= Gordon Keith (radio host) =

American radio host

Gordon Keith is an American broadcaster on KTCK SportsRadio 1310 AM "The Ticket" in Dallas, Texas. He has shared hosting duties with George Dunham and Craig "Junior" Miller since 1994.

==Early life==
Keith was born in Fort Worth, Texas. He then lived in Mississippi before returning to Texas to graduate from Richardson High School.

Keith was interested in John F. Kennedy's assassination and went so far as to buy Lee Harvey Oswald's bathtub from the estate of Oswald's wife, Marina, and then wrote loving words about it for his award-winning Dallas Morning News column.

== Television ==
- February 2007 to January 2009 – Host and Executive Producer – WFAA presents The Gordon Keith Show on WFAA (Channel 8, Dallas, Texas). Guests included Will Ferrell, Zach Galifianakis, Kristen Bell, and Jimmy Kimmel.
- October 2001 to March 2003 – Feature reporter on The Mark Cuban Show on KTVT (Channel 11) and KTXA (Channel 21).
- 2000 – The Ticket TV Show on KSTR
- April 1998 to September 2000 – Correspondent, Positively Texas on KTVT (Channel 11)
- 1997 – Correspondent, Texas Rangers broadcasts on Fox Sports Southwest and KXTX (Channel 39)
- 1996 – Feature reporter and writer, "Call It Like It Is – The Deion Sanders Show" on KDFW (Channel 4)
- 1995 – Feature reporter, The Ticket on TV show on KDFI (Channel 27)

== Voice ==
- 2000 – Voice of animated character "Chadsworth" (1 episode) in "Nana and Li'l Puss Puss" for DNA Productions
- 1998 – Voice of animated character "Sydney" (9 episodes) for children's program "Jingaroo" by DNA Productions

== Film ==
- 2003 – The role of Frank Sellers in 2003's indie feature Shtickmen.
- 2009 – Cameo role in 2009's indie short "The Keith Coogan Experience"

== Print ==
- 2012–Present columnist, Dallas Morning News
- 2005 to 2011 – Humor columnist, Quick DFW, a weekly newspaper from the publishers of The Dallas Morning News
- 2005 – Columnist, The Sports Page Dallas
- 2000 – Author, Buff Tanner: Total Man (Orez Publishing, 2000) ISBN 0-9677978-0-2, a parody of the self-help motivational industry
- 1999 to 2004 – Contributing Writer for the Dallas Observer
- 1997 – Buzz column with Lisa Davis, Fort Worth Star-Telegram

==Radio career==
Keith has been with Dallas sports radio station KTCK ("The Ticket") since before the station went on the air in January 1994. His first position was an unpaid intern for Skip Bayless' morning show. According to Keith, the role lasted two weeks. He started working with Craig Miller and George Dunham on the Dunham and Miller Show, and joined the show as an on-air personality when it moved to mornings in October 1996.

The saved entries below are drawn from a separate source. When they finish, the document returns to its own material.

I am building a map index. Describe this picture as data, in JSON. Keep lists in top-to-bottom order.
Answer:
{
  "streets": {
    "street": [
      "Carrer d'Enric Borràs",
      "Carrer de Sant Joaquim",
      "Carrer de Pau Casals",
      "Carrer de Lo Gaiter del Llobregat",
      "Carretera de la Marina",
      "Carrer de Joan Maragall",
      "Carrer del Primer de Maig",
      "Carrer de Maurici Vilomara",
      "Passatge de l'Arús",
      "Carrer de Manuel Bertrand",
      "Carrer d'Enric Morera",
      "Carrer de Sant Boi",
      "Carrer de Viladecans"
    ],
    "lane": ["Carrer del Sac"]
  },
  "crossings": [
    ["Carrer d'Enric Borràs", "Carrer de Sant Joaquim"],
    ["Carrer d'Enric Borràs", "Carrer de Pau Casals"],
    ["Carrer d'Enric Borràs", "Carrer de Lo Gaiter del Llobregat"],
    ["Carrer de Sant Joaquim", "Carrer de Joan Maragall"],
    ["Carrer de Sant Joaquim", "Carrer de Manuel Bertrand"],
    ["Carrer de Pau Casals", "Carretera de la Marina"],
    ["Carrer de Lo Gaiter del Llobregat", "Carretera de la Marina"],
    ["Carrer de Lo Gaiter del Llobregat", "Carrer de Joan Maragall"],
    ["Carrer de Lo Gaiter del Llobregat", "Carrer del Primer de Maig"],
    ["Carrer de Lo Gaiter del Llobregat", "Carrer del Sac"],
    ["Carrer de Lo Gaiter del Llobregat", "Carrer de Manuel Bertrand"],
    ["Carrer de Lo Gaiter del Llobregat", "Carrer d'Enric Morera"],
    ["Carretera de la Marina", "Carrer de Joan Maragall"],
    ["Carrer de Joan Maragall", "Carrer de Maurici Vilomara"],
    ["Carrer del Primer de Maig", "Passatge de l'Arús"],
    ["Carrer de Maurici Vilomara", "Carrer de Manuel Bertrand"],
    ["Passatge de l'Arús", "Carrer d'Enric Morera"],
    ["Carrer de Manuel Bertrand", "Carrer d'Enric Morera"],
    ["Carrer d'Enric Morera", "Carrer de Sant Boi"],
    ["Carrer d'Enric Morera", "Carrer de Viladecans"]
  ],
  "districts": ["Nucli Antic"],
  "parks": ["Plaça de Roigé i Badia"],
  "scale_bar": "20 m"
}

He is known for his characters and celebrity impersonations, including Jerry Jones and Tiger Woods.

A long-running feud has existed between members of The Ticket and Nestor Aparicio, an American sports writer and radio personality. On January 30, 2009, during Super Bowl week in Tampa, Florida, while roaming the Radio Row with a wireless microphone, Keith approached Aparicio in an alleged attempt to bury the hatchet. Aparicio assaulted Keith before the scuffle was broken up by Super Bowl security. The incident was broadcast live during The Ticket's morning show.

==Television career==
From February 2007 until January 2009, Keith hosted 100 episodes of The Gordon Keith Show, first on KFWD then on WFAA. The show won three Lone Star Emmy Awards before its cancellation due to layoffs at WFAA.

==In popular culture==
The FX drama Justified makes frequent use of the names of "Ticket" personalities for supporting characters as writer/producer V.J. Boyd is a former Dallas resident and an active fan of KTCK. The sixth-season episode "Dark as a Dungeon" makes reference to Gordon Keith as Mary Steenburgen's character Katherine Hale recalls him as "beard, wouldn't shut up about Lee Harvey Oswald" and describes him as "kind of wheels off". The Gordon Keith character is unseen, a deceased mob assassin who links several other supporting characters together.

==Recognition==
In July 2017, Gordon Keith won the "DFW's Favorite Broadcaster" tournament hosted by The Dallas Morning News.